Kalb Caught, Not Napping, but Coughing
There was the last-place finisher Kalb in the front row of one of the first council meetings of Murray's tenure, last January, acting childishly, according to a Shawnee State reporter, coughing, coughing, coughing, making fun of Murray’s claim that she had replaced the carpet in the mayor’s office because it was making her and others ill as a result of the residue of the chain-smoking Kalb’s years in that office where, it was rumored, he would, after working hours (if that is not an oxymoron where Kalb is concerned), not so much burn the midnight oil as light up more than cigarettes. And who will ever forget the infamous 2 AM email to me in which he made an international asshole of himself. I know what a failed, incompetent mayor is like. I am not prepared to conclude that that is what Murray is. Not yet. She must be given a chance to succeed before she can be dismissed as a failure. She whipped Kalb’s ass in the election, and showed him how to run a campaign.
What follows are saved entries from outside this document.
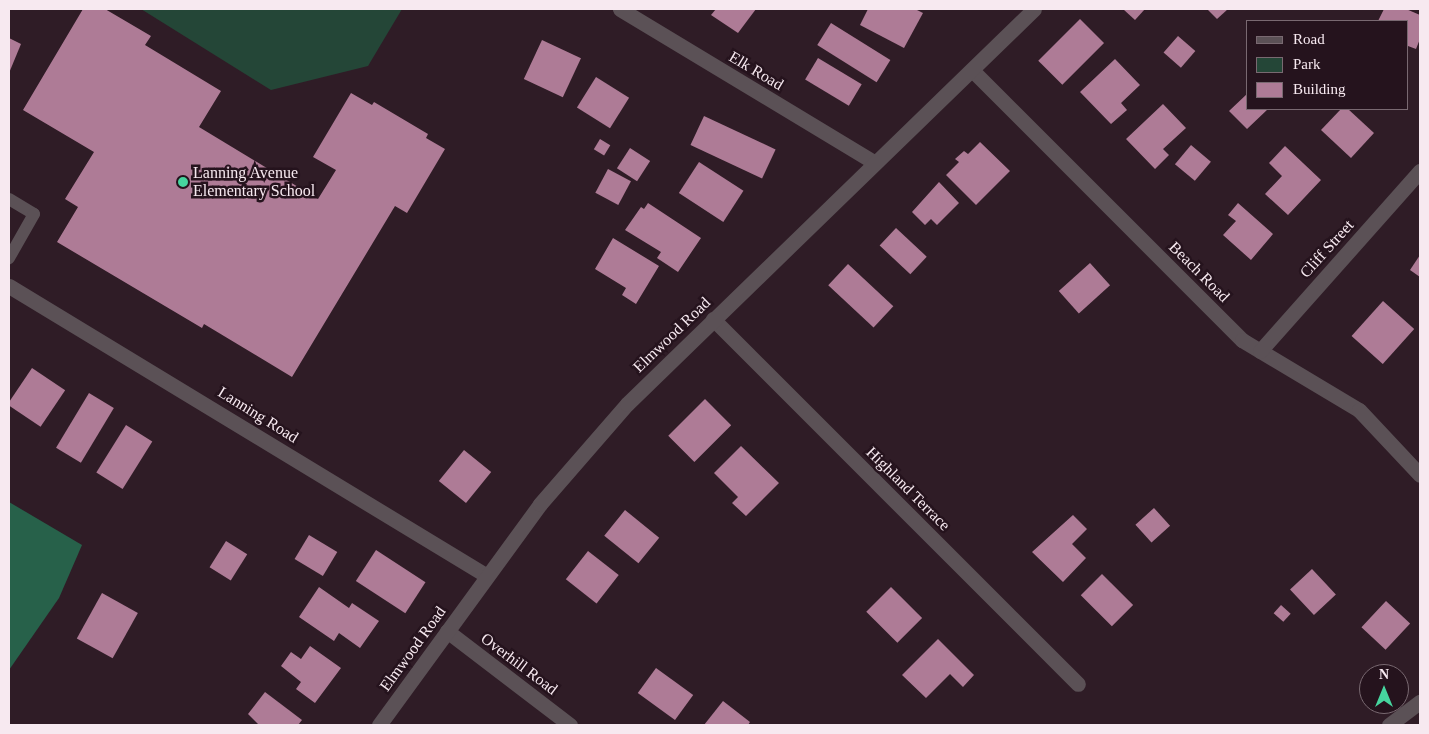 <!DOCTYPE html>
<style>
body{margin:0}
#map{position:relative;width:1429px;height:734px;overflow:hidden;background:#2f1c26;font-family:"Times New Roman",serif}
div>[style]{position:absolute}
.green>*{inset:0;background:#244637}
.forest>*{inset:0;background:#27614a}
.building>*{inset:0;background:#ae7b96;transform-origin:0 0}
.service>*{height:12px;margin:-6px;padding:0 6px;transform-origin:6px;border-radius:6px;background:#5b5156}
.minor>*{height:15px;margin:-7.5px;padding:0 7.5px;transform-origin:7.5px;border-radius:7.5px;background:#5b5156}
.dots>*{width:14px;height:14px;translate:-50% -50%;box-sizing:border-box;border:2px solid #25131d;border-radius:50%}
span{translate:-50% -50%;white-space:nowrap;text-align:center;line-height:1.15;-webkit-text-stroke:5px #25131d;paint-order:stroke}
.street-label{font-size:16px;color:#f7e9f0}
.poi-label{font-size:16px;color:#f7e9f0}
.left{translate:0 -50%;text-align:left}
.frame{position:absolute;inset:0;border:10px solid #f7e9f0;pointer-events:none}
.legend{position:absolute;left:1246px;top:20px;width:162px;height:90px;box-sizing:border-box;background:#25131d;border:1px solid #796971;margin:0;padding:6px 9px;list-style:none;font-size:15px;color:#f7e9f0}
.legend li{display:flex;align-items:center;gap:10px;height:25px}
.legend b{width:25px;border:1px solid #796971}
.north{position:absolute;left:1359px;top:664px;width:50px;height:50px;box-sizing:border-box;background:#25131d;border:1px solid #796971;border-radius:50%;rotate:0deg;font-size:14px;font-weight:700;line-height:20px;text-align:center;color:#f7e9f0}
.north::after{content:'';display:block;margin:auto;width:18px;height:22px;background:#46d49e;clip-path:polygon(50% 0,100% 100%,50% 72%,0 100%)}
</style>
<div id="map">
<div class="green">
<div style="clip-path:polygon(141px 9px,402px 9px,368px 66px,271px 90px)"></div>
</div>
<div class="forest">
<div style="clip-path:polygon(9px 502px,82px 545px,59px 598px,9px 670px)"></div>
</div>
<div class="building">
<div style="clip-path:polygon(83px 9px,105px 9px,151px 36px,145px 45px,221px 91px,199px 127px,318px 199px,336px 170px,313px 157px,351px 93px,372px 105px,374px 102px,428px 134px,426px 138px,445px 149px,407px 213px,395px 206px,292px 377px,204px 324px,202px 328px,57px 242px,78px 207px,65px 199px,94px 152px,23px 110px)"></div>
<div style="clip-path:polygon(716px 9px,756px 9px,738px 33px,711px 15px)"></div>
<div style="clip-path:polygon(868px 9px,915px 9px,923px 13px,904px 48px,860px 25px)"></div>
<div style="clip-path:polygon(1123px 9px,1145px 9px,1135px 20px)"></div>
<div style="clip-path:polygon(1207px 9px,1228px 9px,1217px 19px)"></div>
<div style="clip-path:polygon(1384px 9px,1406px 9px,1420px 15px,1420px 39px,1416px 49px,1408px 46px,1408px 21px,1378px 21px)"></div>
<div style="left:1080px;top:19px;width:34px;height:59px;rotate:45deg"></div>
<div style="left:831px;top:23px;width:70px;height:26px;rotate:32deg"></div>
<div style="left:1178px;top:36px;width:23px;height:22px;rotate:41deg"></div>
<div style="clip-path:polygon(9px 38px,21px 44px,9px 73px)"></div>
<div style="left:542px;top:40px;width:43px;height:43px;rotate:25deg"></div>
<div style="left:818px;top:58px;width:51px;height:25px;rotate:31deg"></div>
<div style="clip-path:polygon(1115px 59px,1140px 85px,1121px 103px,1127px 110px,1111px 124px,1080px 92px)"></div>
<div style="left:596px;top:77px;width:39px;height:36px;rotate:32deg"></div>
<div style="clip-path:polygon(1248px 93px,1248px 109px,1268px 109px,1247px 129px,1229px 111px)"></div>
<div style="clip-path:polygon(1163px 104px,1186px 128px,1163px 149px,1169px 155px,1155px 169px,1126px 139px)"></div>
<div style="clip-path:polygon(1341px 109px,1348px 109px,1374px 133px,1351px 158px,1321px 130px)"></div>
<div style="left:704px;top:116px;width:79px;height:32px;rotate:25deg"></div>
<div style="left:600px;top:139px;width:12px;height:12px;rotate:31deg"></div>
<div style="clip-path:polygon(980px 142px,1010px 171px,976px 205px,946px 175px,959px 162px,955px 159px,964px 151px,968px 154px)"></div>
<div style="left:1191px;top:145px;width:26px;height:25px;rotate:40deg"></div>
<div style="clip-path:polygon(1285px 146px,1321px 180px,1288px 215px,1265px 194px,1282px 176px,1269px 163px)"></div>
<div style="left:630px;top:148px;width:24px;height:24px;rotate:33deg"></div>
<div style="left:699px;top:162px;width:53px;height:37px;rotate:33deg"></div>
<div style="left:608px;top:169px;width:26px;height:27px;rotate:28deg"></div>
<div style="clip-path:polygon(939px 182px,959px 203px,937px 225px,931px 219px,925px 225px,912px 212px)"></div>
<div style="clip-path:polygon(648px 203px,701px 238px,678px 272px,657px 258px,661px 252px,625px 230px,641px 207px,644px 209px)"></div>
<div style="clip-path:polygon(1238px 203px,1273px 234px,1251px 260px,1223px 235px,1236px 221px,1228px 215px)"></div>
<div style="left:896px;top:228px;width:42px;height:24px;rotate:43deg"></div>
<div style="clip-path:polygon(613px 238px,659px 266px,636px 304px,622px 295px,626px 288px,595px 269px)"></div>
<div style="clip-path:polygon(1420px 255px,1420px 277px,1410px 270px)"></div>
<div style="left:1090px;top:263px;width:30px;height:42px;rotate:48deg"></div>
<div style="left:848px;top:264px;width:62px;height:29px;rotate:43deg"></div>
<div style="left:1383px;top:301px;width:42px;height:47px;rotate:42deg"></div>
<div style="left:32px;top:368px;width:40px;height:44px;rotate:34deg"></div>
<div style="left:89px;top:393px;width:29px;height:64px;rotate:31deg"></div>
<div style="left:705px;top:399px;width:37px;height:52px;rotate:45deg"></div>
<div style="left:126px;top:425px;width:31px;height:56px;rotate:32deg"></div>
<div style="clip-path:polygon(741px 446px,779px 483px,746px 516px,732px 503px,738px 497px,714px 473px)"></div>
<div style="left:464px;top:450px;width:35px;height:40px;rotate:39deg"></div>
<div style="left:1154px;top:508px;width:24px;height:25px;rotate:48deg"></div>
<div style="left:625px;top:510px;width:44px;height:33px;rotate:39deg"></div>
<div style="clip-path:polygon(1073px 515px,1087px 529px,1072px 544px,1086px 558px,1063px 582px,1032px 552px)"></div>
<div style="left:309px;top:535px;width:33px;height:28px;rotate:31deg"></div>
<div style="left:226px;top:541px;width:25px;height:31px;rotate:32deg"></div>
<div style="left:376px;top:550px;width:59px;height:37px;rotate:33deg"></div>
<div style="left:588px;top:551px;width:39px;height:36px;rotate:38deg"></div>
<div style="left:1312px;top:569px;width:35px;height:30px;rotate:47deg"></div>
<div style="left:1102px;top:574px;width:44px;height:30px;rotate:45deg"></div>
<div style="clip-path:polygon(319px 587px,349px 608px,352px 603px,379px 621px,360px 648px,339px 633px,334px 641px,299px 617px)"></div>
<div style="left:891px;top:587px;width:44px;height:35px;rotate:45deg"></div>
<div style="left:102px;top:593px;width:41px;height:52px;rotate:29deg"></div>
<div style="left:1386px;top:601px;width:33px;height:36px;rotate:43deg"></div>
<div style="left:1281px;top:605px;width:13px;height:11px;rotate:42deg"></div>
<div style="clip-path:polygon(938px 639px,974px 675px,963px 687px,950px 674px,926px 698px,902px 675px)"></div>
<div style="clip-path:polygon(310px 646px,341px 668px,315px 703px,296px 689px,301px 682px,281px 666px,291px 652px,301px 659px)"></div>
<div style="left:656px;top:668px;width:46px;height:31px;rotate:36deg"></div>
<div style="clip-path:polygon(265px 692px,302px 720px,298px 725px,259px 725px,248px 714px)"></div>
<div style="clip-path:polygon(723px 701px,750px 722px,748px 725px,704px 725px)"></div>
</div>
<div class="service">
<div style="left:9px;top:199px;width:29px;rotate:31deg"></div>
<div style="left:34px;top:214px;width:51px;rotate:119.6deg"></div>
</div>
<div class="minor">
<div style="left:620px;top:9px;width:297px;rotate:31.1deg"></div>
<div style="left:972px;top:70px;width:382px;rotate:45deg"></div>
<div style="left:1242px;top:340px;width:136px;rotate:30.9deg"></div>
<div style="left:1359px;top:410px;width:89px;rotate:46.8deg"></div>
<div style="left:9px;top:286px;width:559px;rotate:31.24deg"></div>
<div style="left:713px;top:319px;width:516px;rotate:45deg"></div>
<div style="left:1260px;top:351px;width:241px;rotate:-48.4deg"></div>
<div style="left:447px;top:631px;width:155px;rotate:37.4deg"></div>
<div style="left:379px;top:725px;width:273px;rotate:-53.9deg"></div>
<div style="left:540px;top:504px;width:133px;rotate:-49deg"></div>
<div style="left:627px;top:404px;width:567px;rotate:-44.14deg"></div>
<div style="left:1389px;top:725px;width:39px;rotate:-37deg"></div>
</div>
<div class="dots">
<div style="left:183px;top:182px;background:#46d49e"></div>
</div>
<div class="street-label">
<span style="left:756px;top:71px;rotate:31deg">Elk Road</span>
<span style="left:1327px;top:249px;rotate:-48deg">Cliff Street</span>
<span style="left:1199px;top:272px;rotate:45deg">Beach Road</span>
<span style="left:672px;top:335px;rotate:-44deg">Elmwood Road</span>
<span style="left:258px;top:415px;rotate:32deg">Lanning Road</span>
<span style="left:908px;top:489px;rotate:45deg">Highland Terrace</span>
<span style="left:413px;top:649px;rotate:-54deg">Elmwood Road</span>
<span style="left:519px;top:664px;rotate:37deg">Overhill Road</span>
</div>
<div class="poi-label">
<span class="left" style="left:193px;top:182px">Lanning Avenue<br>Elementary School</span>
</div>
<div class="frame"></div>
<ul class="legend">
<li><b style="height:6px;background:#5b5156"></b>Road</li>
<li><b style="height:14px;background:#244637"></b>Park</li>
<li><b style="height:14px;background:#ae7b96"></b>Building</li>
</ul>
<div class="north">N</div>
</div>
She should be given the chance to show she knows how to run a city, even when that city is in deep financial trouble.
I don’t like the odds of her succeeding—not with the SOGP and the SOMC; not with the municipal unions; not with the Daily Times; not with Kalb and his hangers-on; not with the "Bash ‘em and Haasle ‘em Show"; not with all the rats in Portsmouth’s political sewers spewing forth their effluvia and causing back-ups in more than the basements of Effluvia Avenue. Without the rats and all, maybe Murray could succeed. Maybe I'm naive for thinking so. Maybe. “You’re a numbskull, Norton, for thinkin’ any different,” as Ralph Kramden might say to his dim-witted buddy returning from his six month sabbatical from the sewers.